--- The data ---

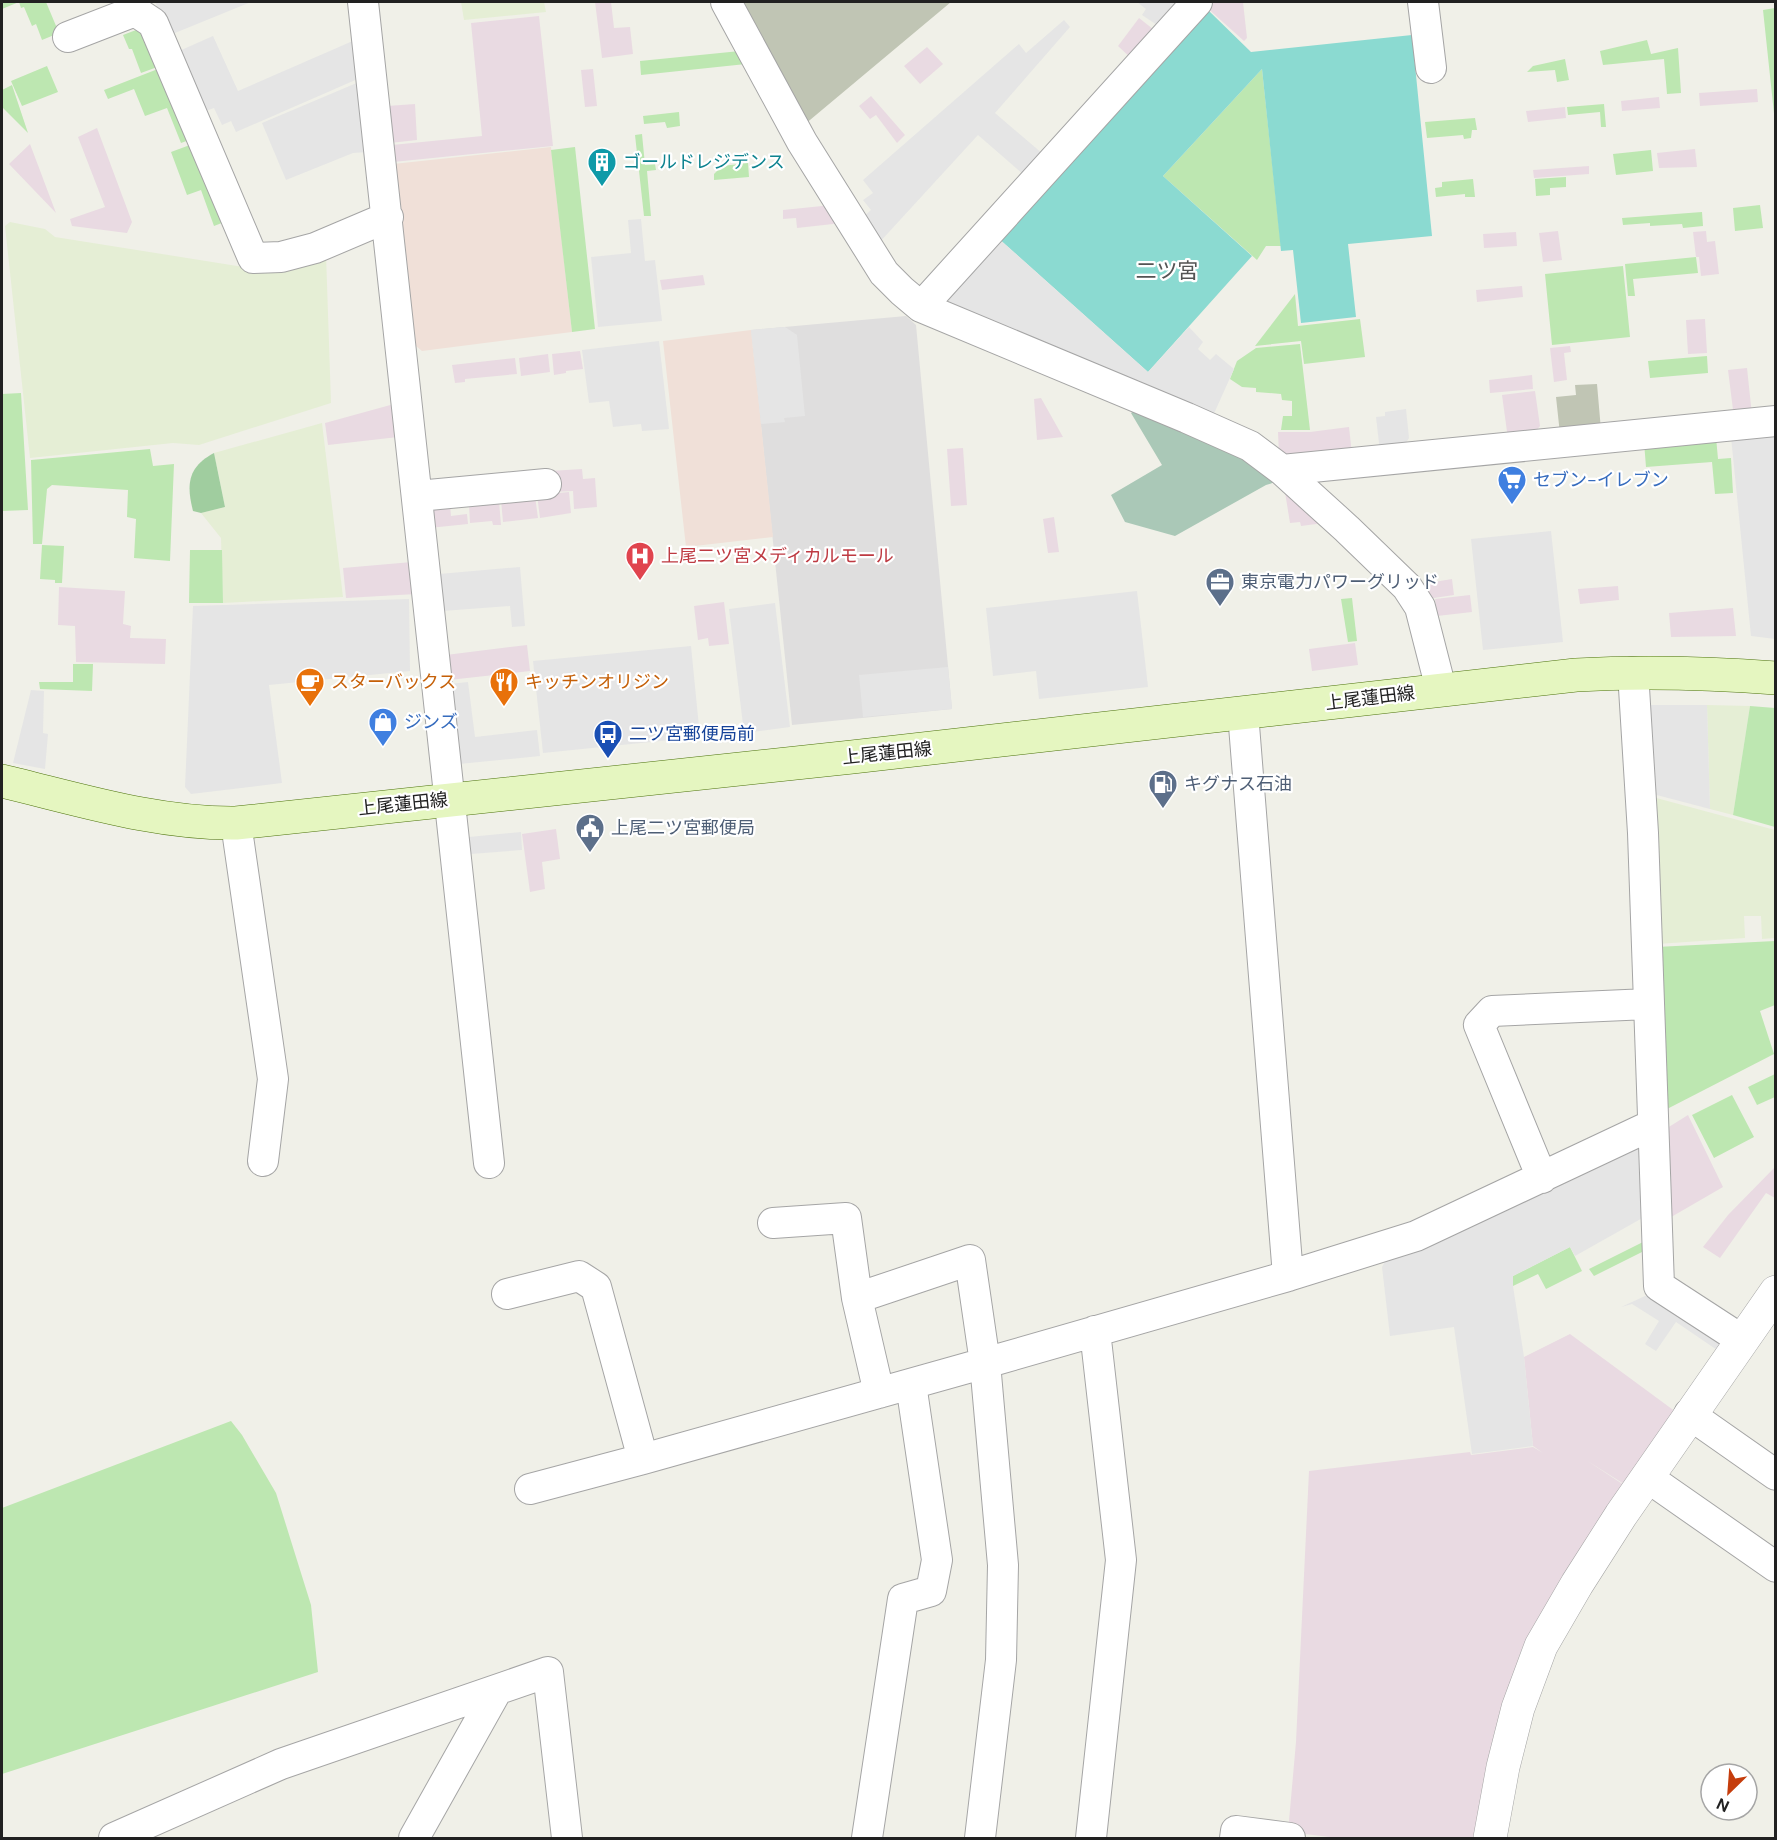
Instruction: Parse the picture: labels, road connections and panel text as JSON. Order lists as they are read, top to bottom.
{
  "streets": {
    "main road": ["上尾蓮田線"]
  },
  "districts": ["二ツ宮"],
  "places": {
    "building": ["ゴールドレジデンス"],
    "supermarket": ["セブン-イレブン"],
    "hospital": ["上尾二ツ宮メディカルモール"],
    "office": ["東京電力パワーグリッド"],
    "cafe": ["スターバックス"],
    "restaurant": ["キッチンオリジン"],
    "shop": ["ジンズ"],
    "bus stop": ["二ツ宮郵便局前"],
    "fuel station": ["キグナス石油"],
    "public building": ["上尾二ツ宮郵便局"]
  },
  "north": "bottom left"
}
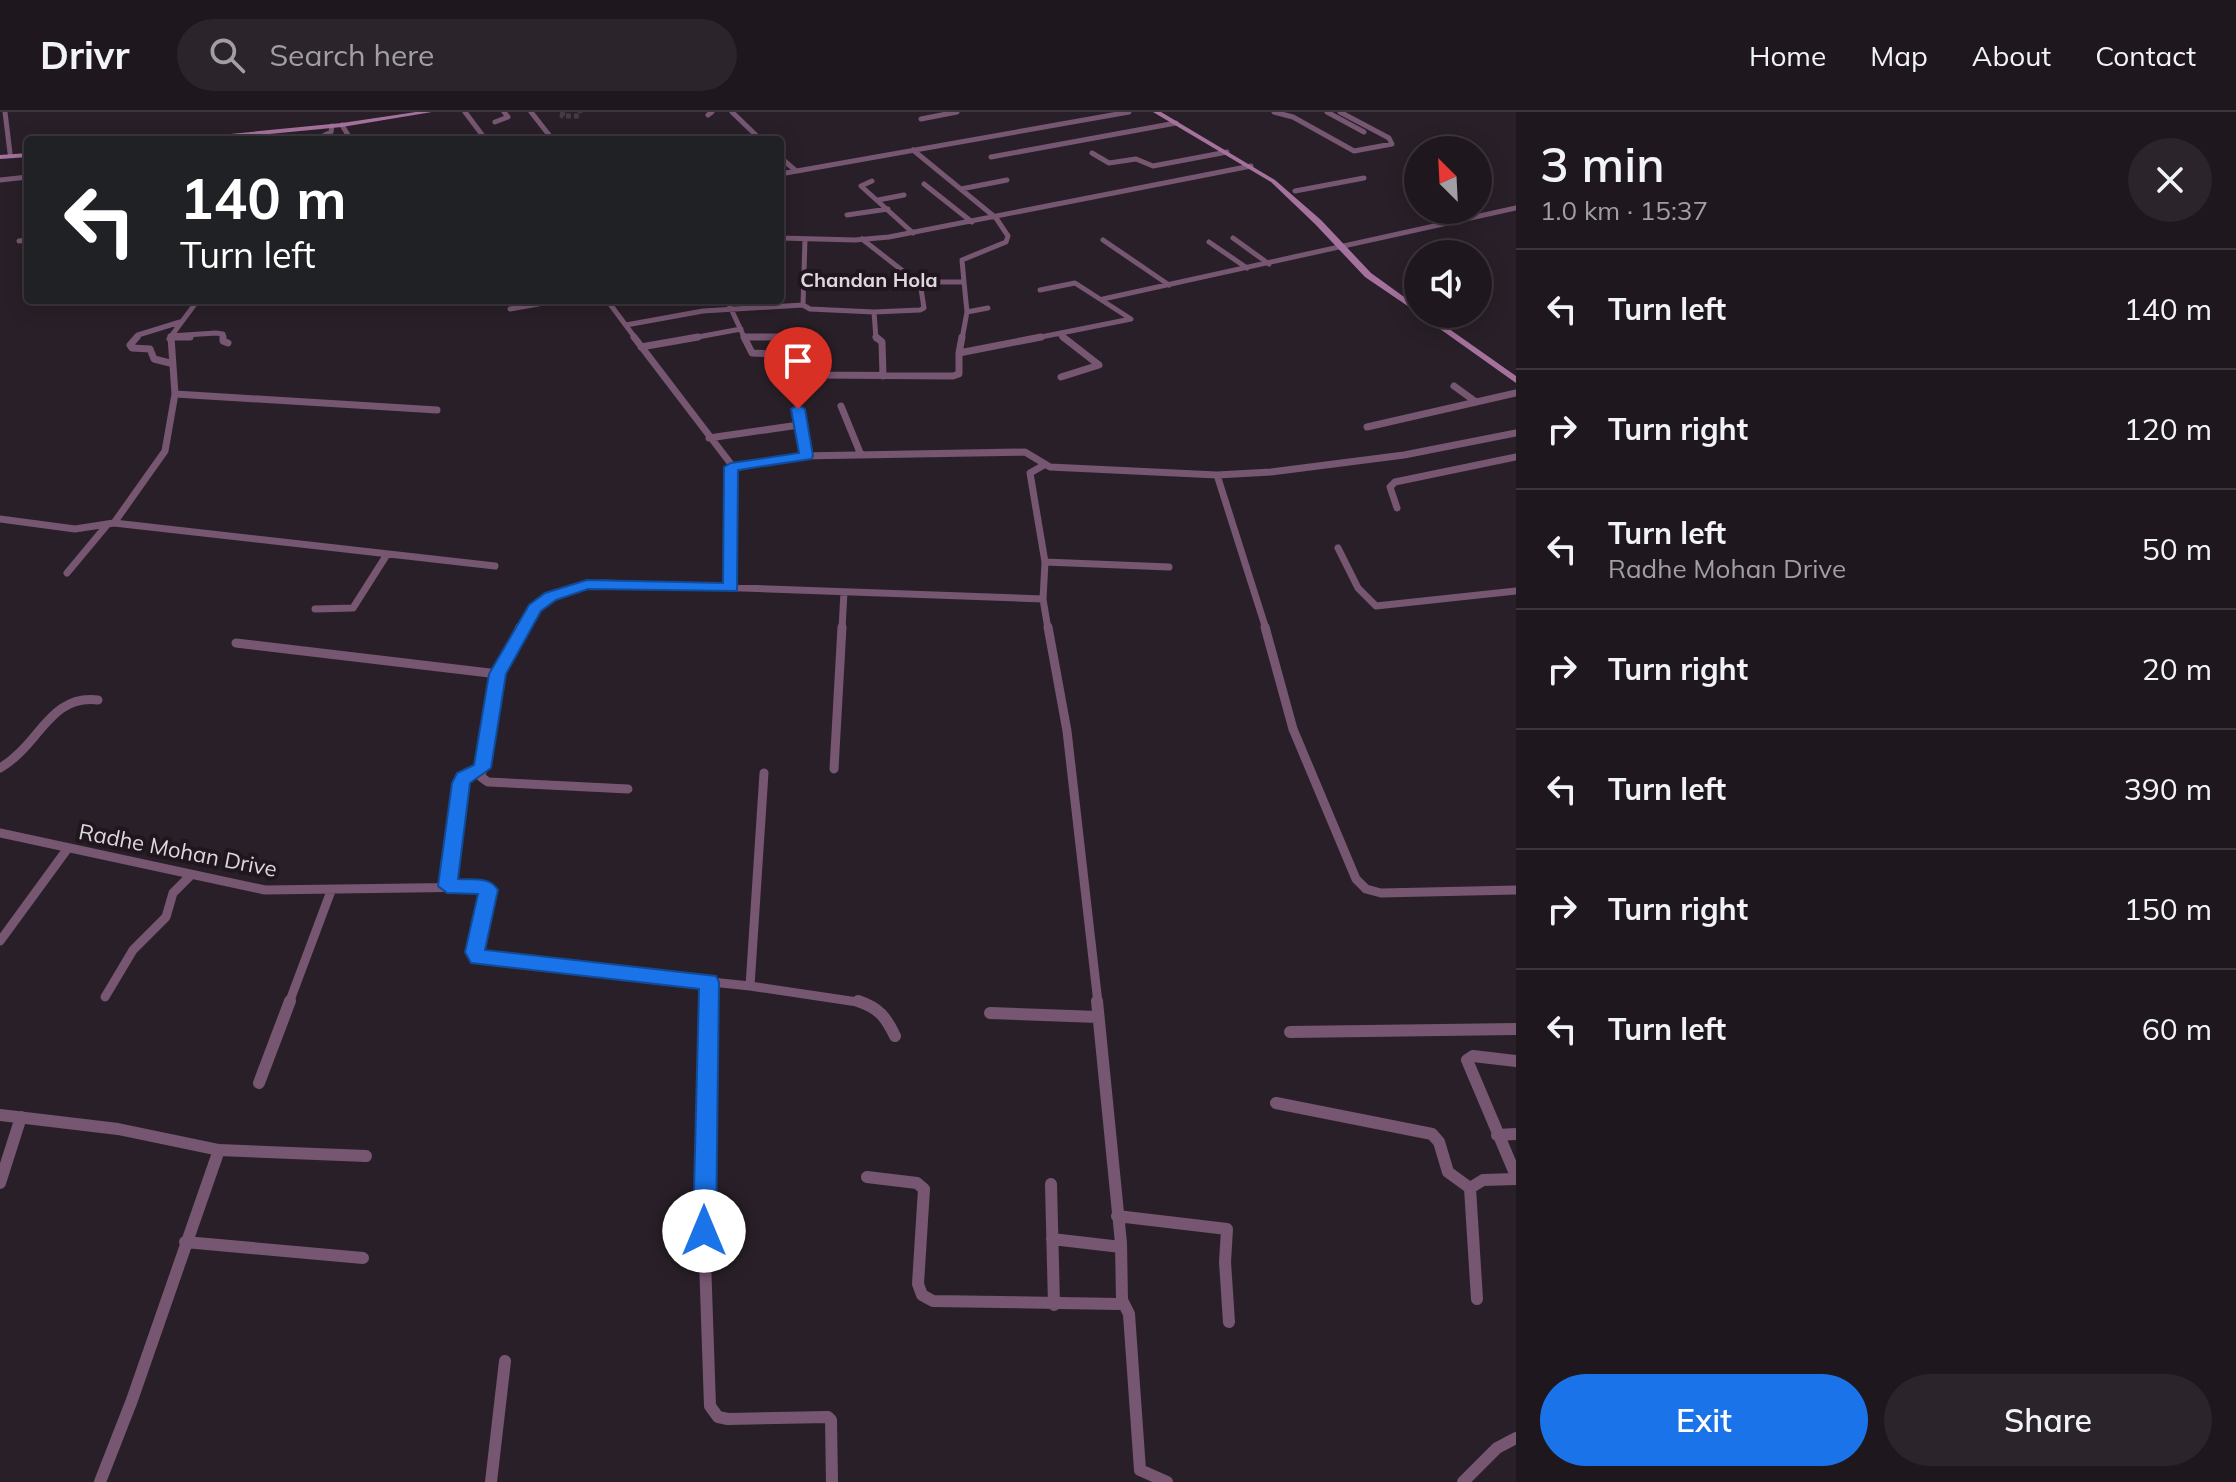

---

* **Activity**:
Copy all records exactly, no images.

* **Final answer**:
Instruction: Parse the picture: labels, road connections and panel text as JSON. Order lists as they are read, top to bottom.
{
  "streets": {
    "main road": ["上尾蓮田線"]
  },
  "districts": ["二ツ宮"],
  "places": {
    "building": ["ゴールドレジデンス"],
    "supermarket": ["セブン-イレブン"],
    "hospital": ["上尾二ツ宮メディカルモール"],
    "office": ["東京電力パワーグリッド"],
    "cafe": ["スターバックス"],
    "restaurant": ["キッチンオリジン"],
    "shop": ["ジンズ"],
    "bus stop": ["二ツ宮郵便局前"],
    "fuel station": ["キグナス石油"],
    "public building": ["上尾二ツ宮郵便局"]
  },
  "north": "bottom left"
}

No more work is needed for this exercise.